REQUIRED WORK — The reply should reproduce every line of the data below word for word, minus any images.

STORED DATA —
━━━━━━━━━━━━━━━━

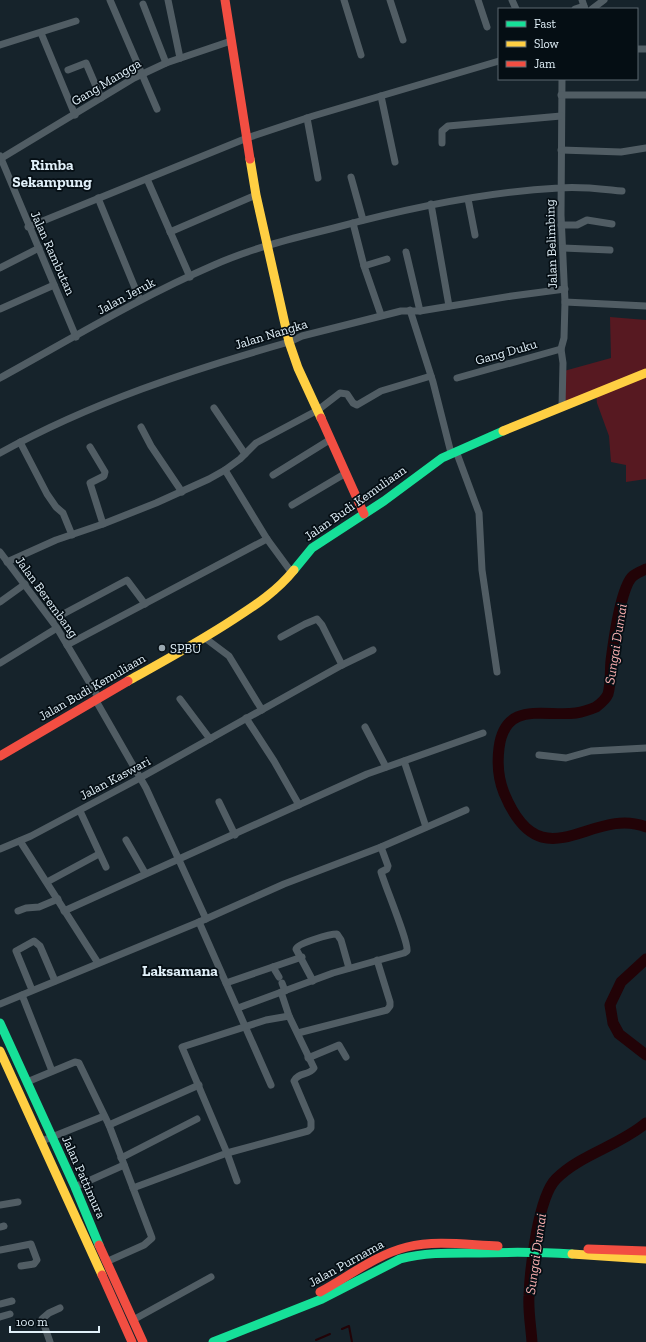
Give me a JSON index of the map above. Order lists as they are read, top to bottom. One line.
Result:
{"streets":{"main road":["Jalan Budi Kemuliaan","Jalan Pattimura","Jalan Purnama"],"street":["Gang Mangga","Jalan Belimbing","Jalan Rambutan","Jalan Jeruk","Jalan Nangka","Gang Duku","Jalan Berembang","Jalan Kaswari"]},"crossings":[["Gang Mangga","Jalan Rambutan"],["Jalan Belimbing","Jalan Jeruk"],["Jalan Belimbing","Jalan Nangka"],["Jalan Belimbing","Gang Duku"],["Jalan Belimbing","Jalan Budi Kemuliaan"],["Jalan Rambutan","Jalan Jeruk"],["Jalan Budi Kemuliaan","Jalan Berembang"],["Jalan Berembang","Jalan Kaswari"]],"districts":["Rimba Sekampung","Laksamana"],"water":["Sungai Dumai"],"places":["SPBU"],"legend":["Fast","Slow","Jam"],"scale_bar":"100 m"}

━━━━━━━━━━━━━━━━

YOUR RESPONSE —
Give me a JSON index of the map above. Order lists as they are read, top to bottom. One line.
Result:
{"streets":{"main road":["Jalan Budi Kemuliaan","Jalan Pattimura","Jalan Purnama"],"street":["Gang Mangga","Jalan Belimbing","Jalan Rambutan","Jalan Jeruk","Jalan Nangka","Gang Duku","Jalan Berembang","Jalan Kaswari"]},"crossings":[["Gang Mangga","Jalan Rambutan"],["Jalan Belimbing","Jalan Jeruk"],["Jalan Belimbing","Jalan Nangka"],["Jalan Belimbing","Gang Duku"],["Jalan Belimbing","Jalan Budi Kemuliaan"],["Jalan Rambutan","Jalan Jeruk"],["Jalan Budi Kemuliaan","Jalan Berembang"],["Jalan Berembang","Jalan Kaswari"]],"districts":["Rimba Sekampung","Laksamana"],"water":["Sungai Dumai"],"places":["SPBU"],"legend":["Fast","Slow","Jam"],"scale_bar":"100 m"}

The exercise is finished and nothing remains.